Let the right hand side be $ϵ$, so

$$\begin{array}{c}\hfill t=\sqrt{2{(2/\eta -1)}^2{M}^{2}log(2/ϵ)}.\end{array}$$

(16)

□

The first-order equivalence of $\widehat{\tau }$ and ${\widehat{\tau }}^{*}$ is important. If there are high-dimensional covariates, the convergence rates of fitted models usually cannot achieve the rate of $O_p\left(n^{-1/2}\right)$. In addition, the risk decay assumption allows nonparametric estimation of models, for example, by spline or kernel regression. Provided that the estimated models do not converge too slowly, the AIPW estimator $\widehat{\tau }$ can enjoy good asymptotic and non-asymptotic properties similar to those of the oracle estimator ${\widehat{\tau }}^{*}$.
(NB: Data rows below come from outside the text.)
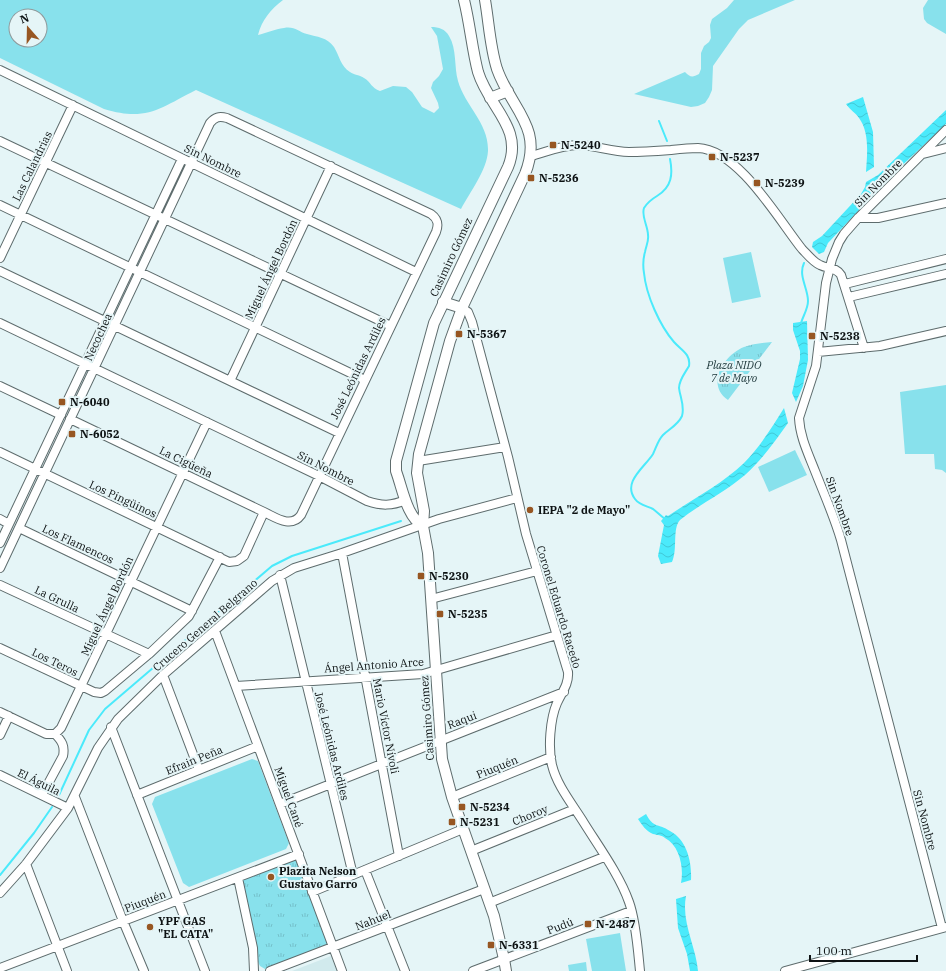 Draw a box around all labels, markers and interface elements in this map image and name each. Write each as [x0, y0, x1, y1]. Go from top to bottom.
north arrow [8, 8, 48, 48]
text: N [18, 10, 31, 27]
street label: Las Calandrias [9, 129, 55, 203]
place label: N-5240 [561, 138, 601, 152]
marker: N-5240 [548, 140, 558, 150]
street label: Sin Nombre [182, 141, 244, 181]
place label: N-5237 [720, 150, 759, 164]
marker: N-5237 [707, 152, 717, 162]
street label: Sin Nombre [851, 156, 905, 210]
place label: N-5236 [539, 171, 579, 185]
marker: N-5236 [526, 173, 536, 183]
place label: N-5239 [765, 176, 805, 190]
marker: N-5239 [752, 178, 762, 188]
street label: Casimiro Gómez [427, 215, 476, 299]
street label: Miguel Ángel Bordón [242, 217, 300, 321]
street label: Necochea [81, 311, 115, 363]
street label: José Leónidas Ardiles [327, 315, 389, 421]
place label: N-5367 [467, 327, 506, 341]
marker: N-5367 [454, 329, 464, 339]
place label: N-5238 [820, 329, 860, 343]
marker: N-5238 [807, 331, 817, 341]
park label: Plaza NIDO 7 de Mayo [706, 358, 762, 385]
place label: N-6040 [70, 395, 110, 409]
marker: N-6040 [57, 397, 67, 407]
place label: N-6052 [80, 427, 119, 441]
marker: N-6052 [67, 429, 77, 439]
street label: La Cigüeña [157, 443, 215, 481]
street label: Sin Nombre [295, 448, 357, 488]
street label: Sin Nombre [823, 474, 857, 538]
street label: Los Pingüinos [87, 477, 159, 521]
place label: IEPA "2 de Mayo" [538, 503, 630, 517]
marker: IEPA "2 de Mayo" [525, 505, 535, 515]
street label: Los Flamencos [40, 521, 116, 567]
street label: Coronel Eduardo Racedo [534, 544, 584, 670]
street label: Miguel Ángel Bordón [78, 554, 136, 658]
place label: N-5230 [429, 569, 469, 583]
marker: N-5230 [416, 571, 426, 581]
street label: Crucero General Belgrano [150, 576, 260, 674]
street label: La Grulla [33, 583, 81, 615]
place label: N-5235 [448, 607, 487, 621]
marker: N-5235 [435, 609, 445, 619]
street label: Los Teros [30, 645, 80, 679]
street label: Ángel Antonio Arce [324, 655, 424, 675]
street label: Casimiro Gómez [417, 674, 437, 761]
street label: Mario Víctor Nívoli [370, 677, 402, 776]
street label: José Leónidas Ardiles [312, 690, 352, 802]
street label: Raqui [445, 708, 479, 732]
street label: Efrain Peña [163, 742, 225, 778]
street label: Piuquén [474, 752, 520, 782]
street label: Miguel Cané [272, 765, 306, 829]
street label: El Águila [15, 766, 63, 798]
street label: Sin Nombre [910, 788, 940, 852]
place label: N-5234 [470, 800, 510, 814]
marker: N-5234 [457, 802, 467, 812]
street label: Choroy [510, 802, 550, 828]
place label: N-5231 [460, 815, 500, 829]
marker: N-5231 [447, 817, 457, 827]
place label: Plazita Nelson Gustavo Garro [279, 864, 358, 891]
marker: Plazita Nelson Gustavo Garro [266, 872, 276, 882]
street label: Piuquén [122, 887, 168, 915]
street label: Nahuel [353, 907, 393, 933]
place label: YPF GAS "EL CATA" [158, 914, 213, 941]
street label: Pudú [545, 915, 575, 937]
place label: N-2487 [596, 917, 635, 931]
marker: N-2487 [583, 919, 593, 929]
marker: YPF GAS "EL CATA" [145, 922, 155, 932]
scale bar [810, 937, 917, 963]
place label: N-6331 [499, 938, 539, 952]
marker: N-6331 [486, 940, 496, 950]
text: 100 m [816, 943, 852, 958]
3.2. Mean Outcome in the Observed Group

We can also study the non-asymptotic bound for ${\tau }_1=E(Y\mid Z=1)$. This estimate can be estimated by

$$\begin{array}{c}\hfill {\widehat{\tau }}_1=\frac{{\sum }_{i=1}^n{Z}_i{Y}_i}{{\sum }_{i=1}^n{Z}_i},\end{array}$$

(17)

where no nuisance models are involved. This empirical average estimator ${\widehat{\tau }}_1$ is unbiased and consistent for ${\tau }_1$, because

$$\begin{array}{cc}\hfill E\left({\widehat{\tau }}_1\right)& =E\left\{\frac{{\sum }_{i=1}^n{Z}_i{Y}_i}{{\sum }_{i=1}^n{Z}_i}\right\}\hfill \\ \hfill & =E\left[E\left\{\frac{{\sum }_{i=1}^n{Z}_i{Y}_i}{{\sum }_{i=1}^n{Z}_i}|Z_1,\dots ,Z_n\right\}\right]\hfill \\ \hfill & =E\left\{\frac{{\sum }_{i=1}^n{Z}_i·E(Y_i\mid Z_i)}{{\sum }_{i=1}^n{Z}_i}\right\}\hfill \\ \hfill & =E\left\{\frac{{\sum }_{i=1}^n{Z}_i·E(Y_i\mid Z_i=1)}{{\sum }_{i=1}^n{Z}_i}\right\}\hfill \\ \hfill & ={\tau }_1.\hfill \end{array}$$

The double robustness of ${\widehat{\tau }}_1$ is trivial because the propensity score model and the outcome regression model are not involved.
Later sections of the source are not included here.